**ACTION ITEM**
Which lines below contain "East"? Pull them out.

---

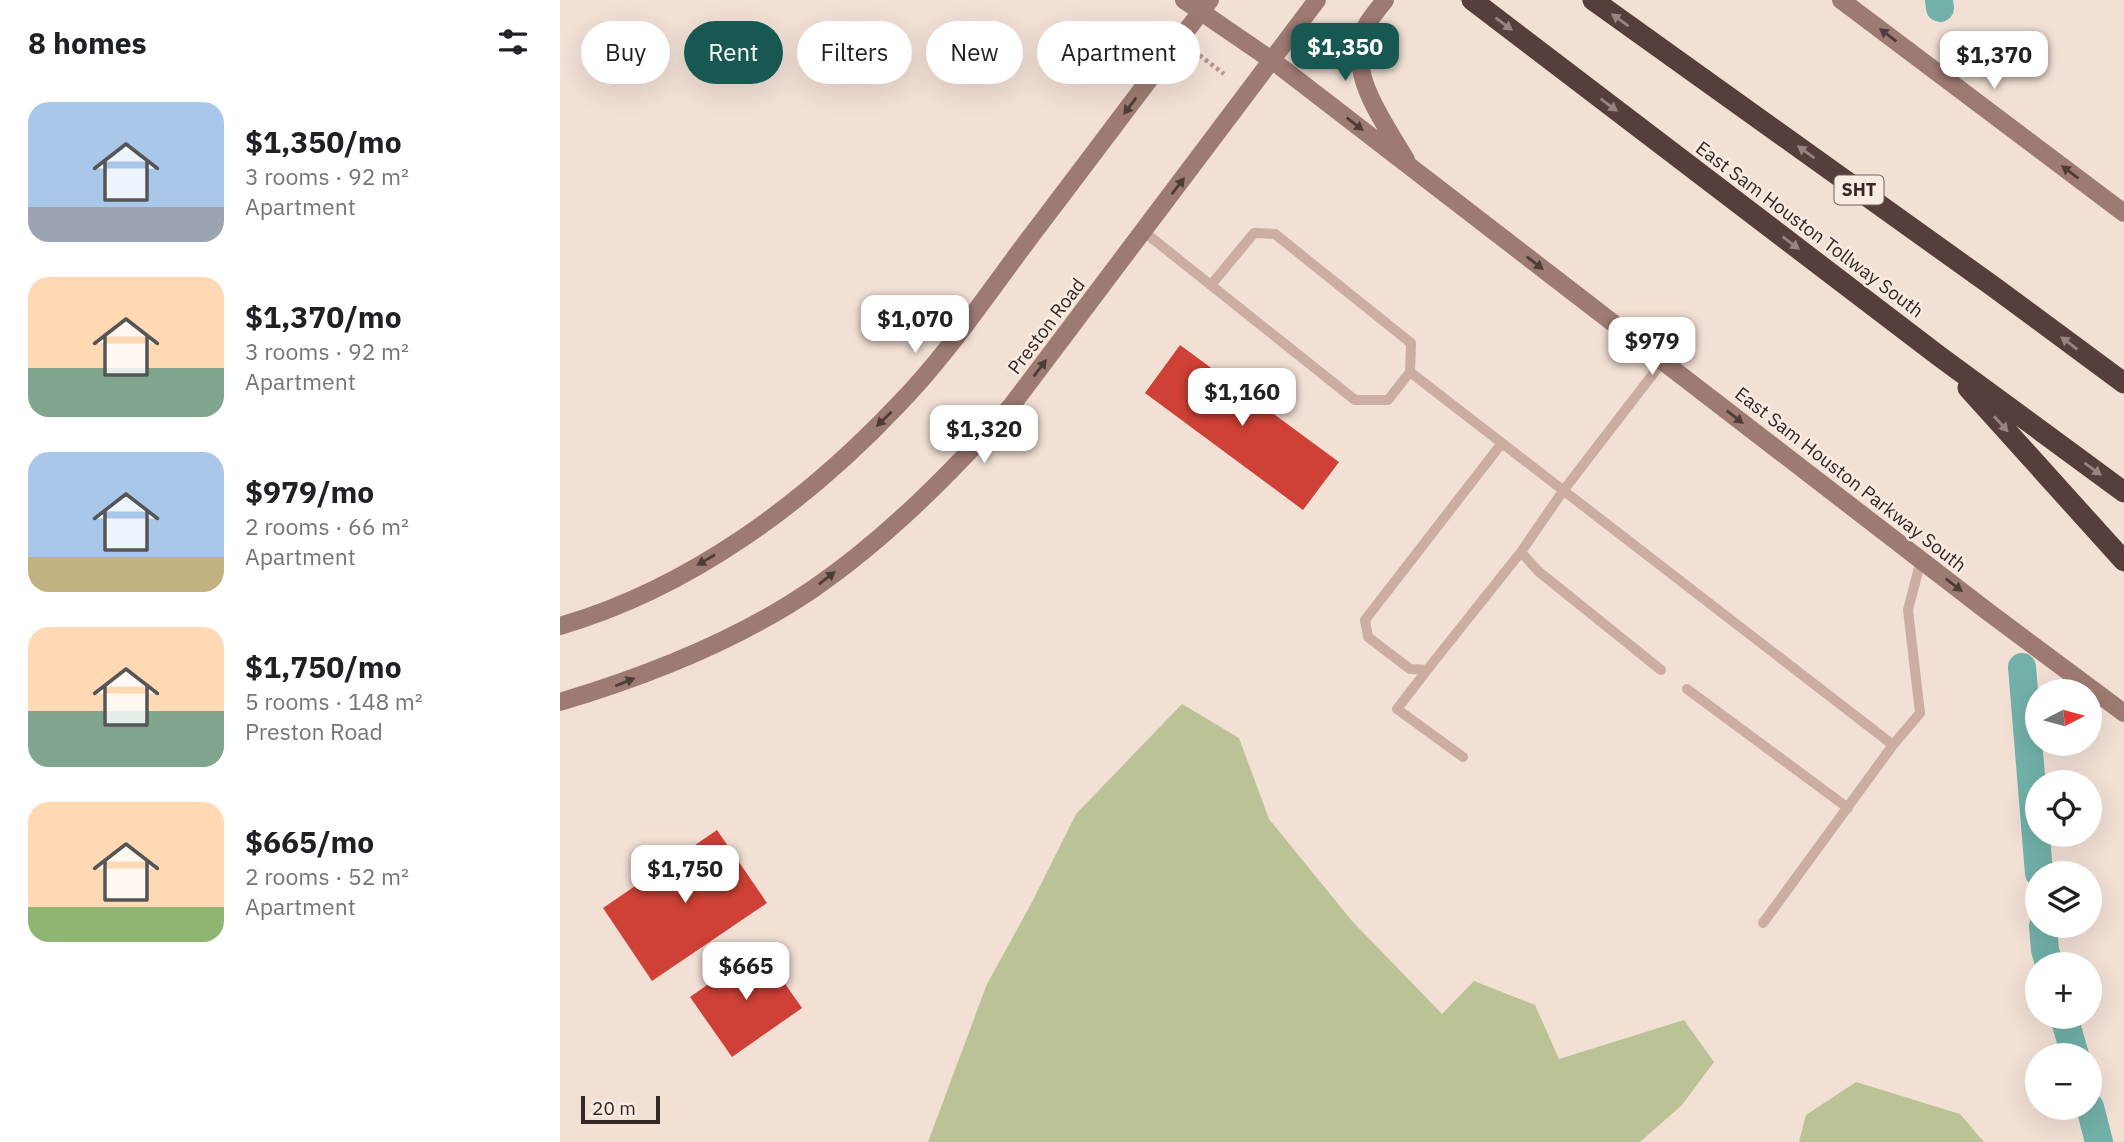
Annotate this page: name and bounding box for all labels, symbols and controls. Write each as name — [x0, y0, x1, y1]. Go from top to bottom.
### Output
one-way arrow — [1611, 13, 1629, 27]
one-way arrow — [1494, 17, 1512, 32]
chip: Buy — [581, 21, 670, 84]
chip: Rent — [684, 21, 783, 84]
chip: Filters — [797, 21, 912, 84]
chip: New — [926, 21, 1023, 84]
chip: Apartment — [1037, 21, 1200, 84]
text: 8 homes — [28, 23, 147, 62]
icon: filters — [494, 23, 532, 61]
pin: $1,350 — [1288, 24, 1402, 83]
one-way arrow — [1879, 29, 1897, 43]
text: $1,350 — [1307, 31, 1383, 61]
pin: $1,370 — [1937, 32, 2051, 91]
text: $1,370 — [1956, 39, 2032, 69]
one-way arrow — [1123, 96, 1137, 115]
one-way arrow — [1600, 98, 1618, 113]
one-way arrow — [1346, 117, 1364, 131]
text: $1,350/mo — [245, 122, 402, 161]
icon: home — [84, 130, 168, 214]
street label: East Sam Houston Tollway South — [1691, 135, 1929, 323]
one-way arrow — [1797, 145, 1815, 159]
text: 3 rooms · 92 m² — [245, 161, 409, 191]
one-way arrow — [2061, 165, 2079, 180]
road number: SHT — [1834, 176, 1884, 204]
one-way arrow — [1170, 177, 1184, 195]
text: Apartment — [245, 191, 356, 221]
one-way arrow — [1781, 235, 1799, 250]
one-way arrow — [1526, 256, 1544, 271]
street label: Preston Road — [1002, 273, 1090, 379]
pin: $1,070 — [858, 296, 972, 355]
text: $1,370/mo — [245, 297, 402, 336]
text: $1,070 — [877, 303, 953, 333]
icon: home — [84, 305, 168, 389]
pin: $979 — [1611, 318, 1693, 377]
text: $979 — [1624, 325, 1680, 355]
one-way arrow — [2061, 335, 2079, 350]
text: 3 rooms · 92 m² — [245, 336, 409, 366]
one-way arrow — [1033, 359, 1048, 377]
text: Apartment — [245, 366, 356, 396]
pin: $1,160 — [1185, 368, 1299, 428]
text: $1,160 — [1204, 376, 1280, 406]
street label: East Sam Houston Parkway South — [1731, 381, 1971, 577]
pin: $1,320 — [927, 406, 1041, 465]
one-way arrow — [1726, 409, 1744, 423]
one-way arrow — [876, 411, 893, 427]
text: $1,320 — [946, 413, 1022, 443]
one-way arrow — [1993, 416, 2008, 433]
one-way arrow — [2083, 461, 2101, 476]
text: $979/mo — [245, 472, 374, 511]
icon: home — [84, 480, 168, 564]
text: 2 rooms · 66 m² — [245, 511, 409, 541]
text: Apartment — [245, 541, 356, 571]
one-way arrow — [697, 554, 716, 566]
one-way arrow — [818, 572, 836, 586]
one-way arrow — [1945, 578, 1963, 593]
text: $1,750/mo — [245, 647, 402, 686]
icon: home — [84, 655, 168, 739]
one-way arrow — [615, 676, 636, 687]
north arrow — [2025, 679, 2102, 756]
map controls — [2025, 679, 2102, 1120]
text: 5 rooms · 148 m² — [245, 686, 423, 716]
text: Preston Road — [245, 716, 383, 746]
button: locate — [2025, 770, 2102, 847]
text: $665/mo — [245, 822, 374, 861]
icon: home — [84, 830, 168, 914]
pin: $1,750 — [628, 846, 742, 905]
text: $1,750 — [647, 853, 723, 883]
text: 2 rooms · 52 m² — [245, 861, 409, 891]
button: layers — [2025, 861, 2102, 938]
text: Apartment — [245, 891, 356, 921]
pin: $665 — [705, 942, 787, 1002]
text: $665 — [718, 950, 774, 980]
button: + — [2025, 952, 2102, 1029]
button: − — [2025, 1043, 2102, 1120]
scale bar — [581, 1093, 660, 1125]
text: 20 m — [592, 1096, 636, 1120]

---

**ANSWER FOR THIS EXERCISE**
street label: East Sam Houston Tollway South — [1691, 135, 1929, 323]
street label: East Sam Houston Parkway South — [1731, 381, 1971, 577]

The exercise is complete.